EXERCISE INPUTS:
|---|

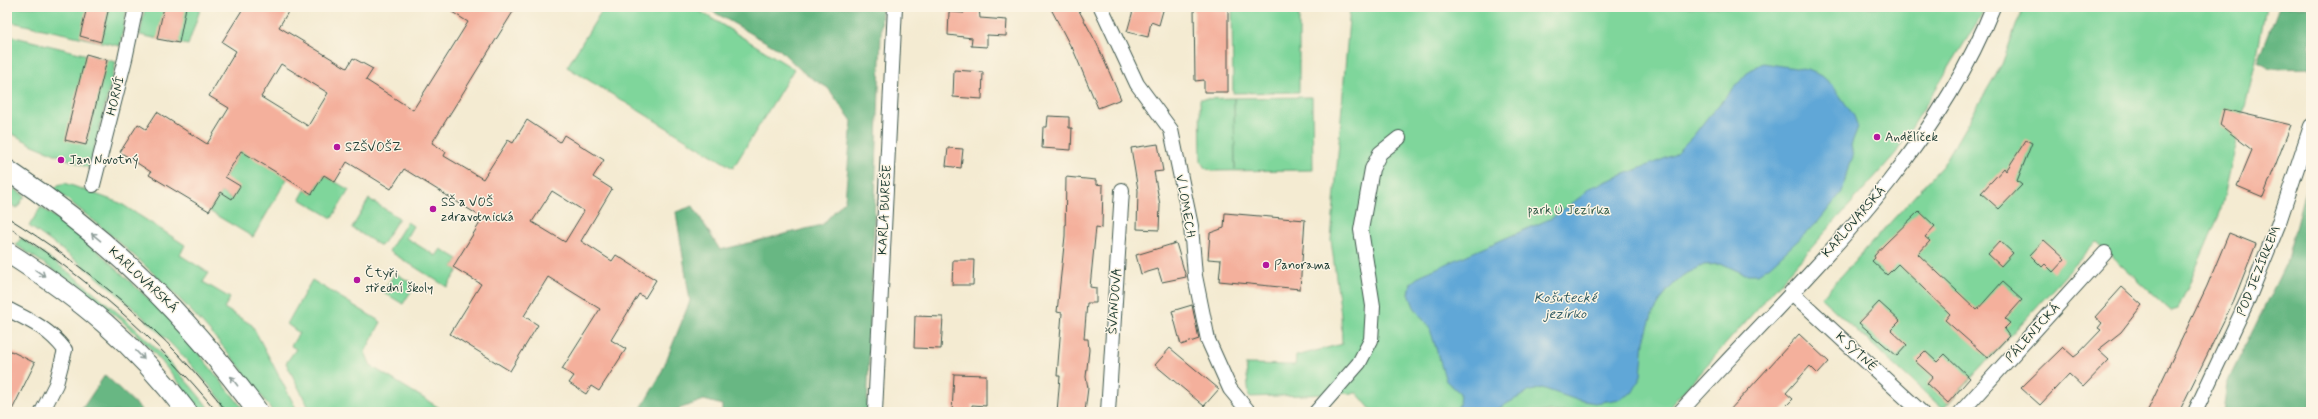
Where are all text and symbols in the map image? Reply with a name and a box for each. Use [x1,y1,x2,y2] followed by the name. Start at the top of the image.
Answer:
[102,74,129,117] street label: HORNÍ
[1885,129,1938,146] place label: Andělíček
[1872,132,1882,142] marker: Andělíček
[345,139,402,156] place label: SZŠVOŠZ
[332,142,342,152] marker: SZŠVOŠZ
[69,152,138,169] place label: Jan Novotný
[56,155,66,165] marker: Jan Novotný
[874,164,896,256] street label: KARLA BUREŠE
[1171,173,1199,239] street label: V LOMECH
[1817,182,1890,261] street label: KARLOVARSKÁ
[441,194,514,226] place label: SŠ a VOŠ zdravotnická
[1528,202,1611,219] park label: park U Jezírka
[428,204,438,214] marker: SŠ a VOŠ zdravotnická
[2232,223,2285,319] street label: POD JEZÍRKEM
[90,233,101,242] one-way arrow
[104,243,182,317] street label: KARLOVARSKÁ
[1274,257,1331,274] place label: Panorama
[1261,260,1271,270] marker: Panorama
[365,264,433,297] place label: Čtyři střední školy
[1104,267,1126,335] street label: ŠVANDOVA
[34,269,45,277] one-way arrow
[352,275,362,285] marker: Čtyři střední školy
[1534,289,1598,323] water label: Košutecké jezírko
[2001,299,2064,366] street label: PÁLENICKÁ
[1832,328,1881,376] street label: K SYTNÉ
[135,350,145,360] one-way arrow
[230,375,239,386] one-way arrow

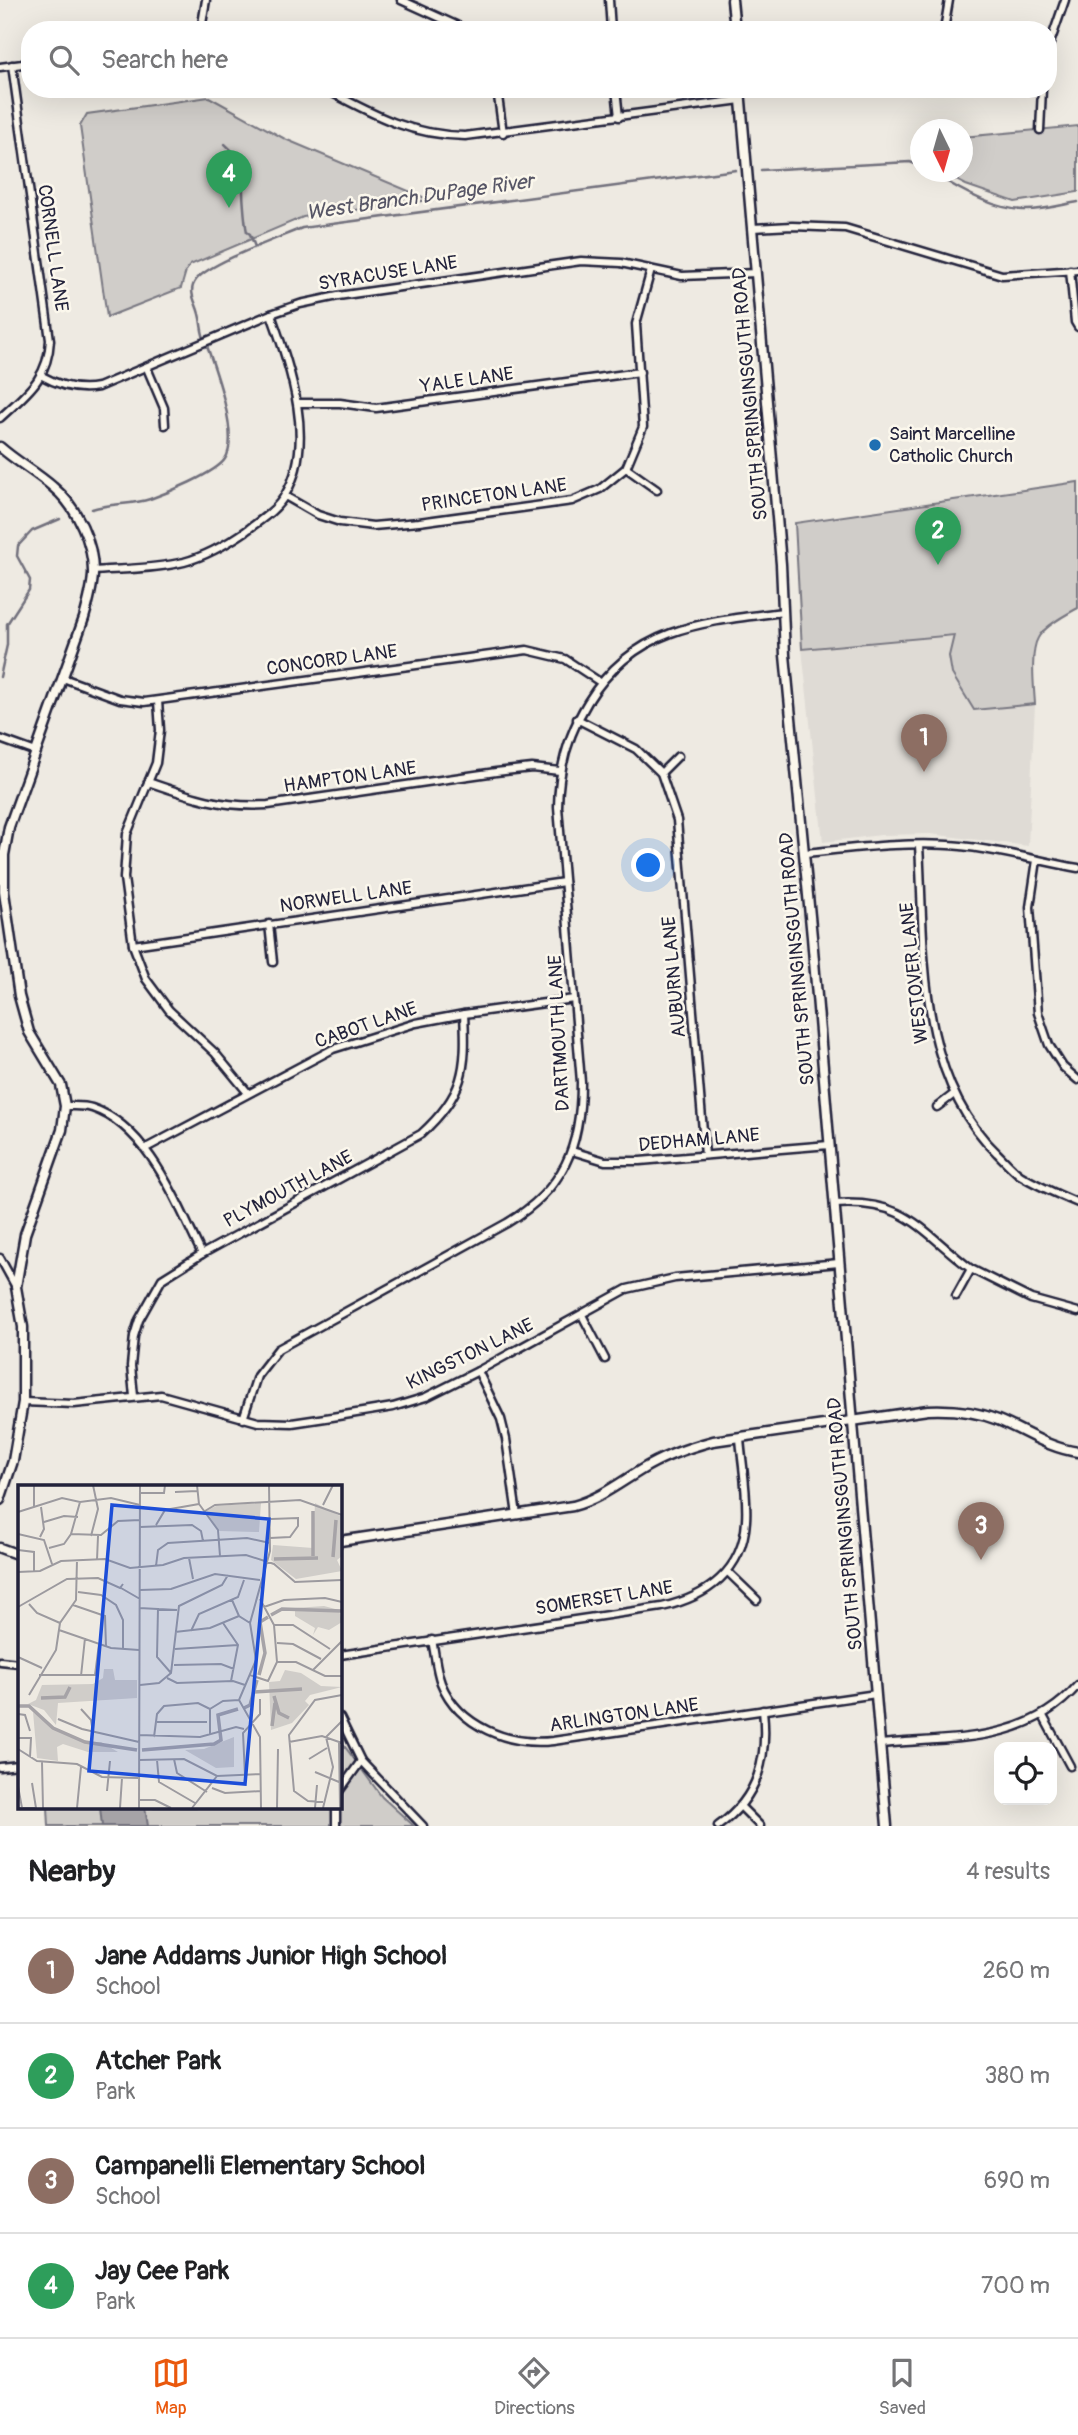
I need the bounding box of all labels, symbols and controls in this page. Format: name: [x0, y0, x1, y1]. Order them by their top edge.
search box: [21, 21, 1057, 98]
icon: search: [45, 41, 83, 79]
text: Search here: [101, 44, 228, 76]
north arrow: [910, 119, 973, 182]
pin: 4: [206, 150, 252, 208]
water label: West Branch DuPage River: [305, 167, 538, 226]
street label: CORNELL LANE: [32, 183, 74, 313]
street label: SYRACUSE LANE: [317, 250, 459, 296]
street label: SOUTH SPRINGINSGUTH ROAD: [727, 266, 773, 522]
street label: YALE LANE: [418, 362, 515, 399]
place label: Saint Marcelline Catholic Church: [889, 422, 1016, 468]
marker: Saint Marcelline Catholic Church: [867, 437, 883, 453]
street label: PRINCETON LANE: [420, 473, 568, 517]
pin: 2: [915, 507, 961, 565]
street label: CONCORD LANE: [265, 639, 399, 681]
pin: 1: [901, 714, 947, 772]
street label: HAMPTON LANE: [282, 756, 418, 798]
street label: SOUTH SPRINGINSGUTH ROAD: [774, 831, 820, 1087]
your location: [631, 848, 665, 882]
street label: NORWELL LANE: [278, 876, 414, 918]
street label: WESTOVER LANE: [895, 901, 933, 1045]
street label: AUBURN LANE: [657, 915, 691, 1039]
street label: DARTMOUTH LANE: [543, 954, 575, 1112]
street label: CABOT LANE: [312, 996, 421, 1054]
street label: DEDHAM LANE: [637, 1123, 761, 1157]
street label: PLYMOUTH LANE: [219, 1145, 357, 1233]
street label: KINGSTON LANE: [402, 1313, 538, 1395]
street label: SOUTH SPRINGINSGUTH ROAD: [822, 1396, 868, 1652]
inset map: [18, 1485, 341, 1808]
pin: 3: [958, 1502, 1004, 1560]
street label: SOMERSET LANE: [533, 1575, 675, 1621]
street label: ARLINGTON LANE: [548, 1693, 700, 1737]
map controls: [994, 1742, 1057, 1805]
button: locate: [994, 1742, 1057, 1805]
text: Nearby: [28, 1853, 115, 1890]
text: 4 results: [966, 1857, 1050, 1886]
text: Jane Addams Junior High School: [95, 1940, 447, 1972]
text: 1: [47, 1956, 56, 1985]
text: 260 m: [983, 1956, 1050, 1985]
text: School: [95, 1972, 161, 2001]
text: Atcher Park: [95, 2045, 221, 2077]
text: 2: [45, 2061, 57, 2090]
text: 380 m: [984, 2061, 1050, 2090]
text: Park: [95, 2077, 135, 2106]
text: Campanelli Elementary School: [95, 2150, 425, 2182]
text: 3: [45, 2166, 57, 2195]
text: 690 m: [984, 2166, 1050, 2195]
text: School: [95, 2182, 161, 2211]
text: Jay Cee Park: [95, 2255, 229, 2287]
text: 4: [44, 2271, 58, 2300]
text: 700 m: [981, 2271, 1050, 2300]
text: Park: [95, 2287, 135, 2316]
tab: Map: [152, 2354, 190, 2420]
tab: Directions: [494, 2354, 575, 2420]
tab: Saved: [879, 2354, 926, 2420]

|---|

WHAT TO PRODUCE: Please repeat each record above precisely, with the pictures left out.

THE COMPLETED TASK:
Where are all text and symbols in the map image? Reply with a name and a box for each. Use [x1,y1,x2,y2] followed by the name. Start at the top of the image.
Answer:
[102,74,129,117] street label: HORNÍ
[1885,129,1938,146] place label: Andělíček
[1872,132,1882,142] marker: Andělíček
[345,139,402,156] place label: SZŠVOŠZ
[332,142,342,152] marker: SZŠVOŠZ
[69,152,138,169] place label: Jan Novotný
[56,155,66,165] marker: Jan Novotný
[874,164,896,256] street label: KARLA BUREŠE
[1171,173,1199,239] street label: V LOMECH
[1817,182,1890,261] street label: KARLOVARSKÁ
[441,194,514,226] place label: SŠ a VOŠ zdravotnická
[1528,202,1611,219] park label: park U Jezírka
[428,204,438,214] marker: SŠ a VOŠ zdravotnická
[2232,223,2285,319] street label: POD JEZÍRKEM
[90,233,101,242] one-way arrow
[104,243,182,317] street label: KARLOVARSKÁ
[1274,257,1331,274] place label: Panorama
[1261,260,1271,270] marker: Panorama
[365,264,433,297] place label: Čtyři střední školy
[1104,267,1126,335] street label: ŠVANDOVA
[34,269,45,277] one-way arrow
[352,275,362,285] marker: Čtyři střední školy
[1534,289,1598,323] water label: Košutecké jezírko
[2001,299,2064,366] street label: PÁLENICKÁ
[1832,328,1881,376] street label: K SYTNÉ
[135,350,145,360] one-way arrow
[230,375,239,386] one-way arrow

I need the bounding box of all labels, symbols and controls in this page. Format: name: [x0, y0, x1, y1]. Order them by their top edge.
search box: [21, 21, 1057, 98]
icon: search: [45, 41, 83, 79]
text: Search here: [101, 44, 228, 76]
north arrow: [910, 119, 973, 182]
pin: 4: [206, 150, 252, 208]
water label: West Branch DuPage River: [305, 167, 538, 226]
street label: CORNELL LANE: [32, 183, 74, 313]
street label: SYRACUSE LANE: [317, 250, 459, 296]
street label: SOUTH SPRINGINSGUTH ROAD: [727, 266, 773, 522]
street label: YALE LANE: [418, 362, 515, 399]
place label: Saint Marcelline Catholic Church: [889, 422, 1016, 468]
marker: Saint Marcelline Catholic Church: [867, 437, 883, 453]
street label: PRINCETON LANE: [420, 473, 568, 517]
pin: 2: [915, 507, 961, 565]
street label: CONCORD LANE: [265, 639, 399, 681]
pin: 1: [901, 714, 947, 772]
street label: HAMPTON LANE: [282, 756, 418, 798]
street label: SOUTH SPRINGINSGUTH ROAD: [774, 831, 820, 1087]
your location: [631, 848, 665, 882]
street label: NORWELL LANE: [278, 876, 414, 918]
street label: WESTOVER LANE: [895, 901, 933, 1045]
street label: AUBURN LANE: [657, 915, 691, 1039]
street label: DARTMOUTH LANE: [543, 954, 575, 1112]
street label: CABOT LANE: [312, 996, 421, 1054]
street label: DEDHAM LANE: [637, 1123, 761, 1157]
street label: PLYMOUTH LANE: [219, 1145, 357, 1233]
street label: KINGSTON LANE: [402, 1313, 538, 1395]
street label: SOUTH SPRINGINSGUTH ROAD: [822, 1396, 868, 1652]
inset map: [18, 1485, 341, 1808]
pin: 3: [958, 1502, 1004, 1560]
street label: SOMERSET LANE: [533, 1575, 675, 1621]
street label: ARLINGTON LANE: [548, 1693, 700, 1737]
map controls: [994, 1742, 1057, 1805]
button: locate: [994, 1742, 1057, 1805]
text: Nearby: [28, 1853, 115, 1890]
text: 4 results: [966, 1857, 1050, 1886]
text: Jane Addams Junior High School: [95, 1940, 447, 1972]
text: 1: [47, 1956, 56, 1985]
text: 260 m: [983, 1956, 1050, 1985]
text: School: [95, 1972, 161, 2001]
text: Atcher Park: [95, 2045, 221, 2077]
text: 2: [45, 2061, 57, 2090]
text: 380 m: [984, 2061, 1050, 2090]
text: Park: [95, 2077, 135, 2106]
text: Campanelli Elementary School: [95, 2150, 425, 2182]
text: 3: [45, 2166, 57, 2195]
text: 690 m: [984, 2166, 1050, 2195]
text: School: [95, 2182, 161, 2211]
text: Jay Cee Park: [95, 2255, 229, 2287]
text: 4: [44, 2271, 58, 2300]
text: 700 m: [981, 2271, 1050, 2300]
text: Park: [95, 2287, 135, 2316]
tab: Map: [152, 2354, 190, 2420]
tab: Directions: [494, 2354, 575, 2420]
tab: Saved: [879, 2354, 926, 2420]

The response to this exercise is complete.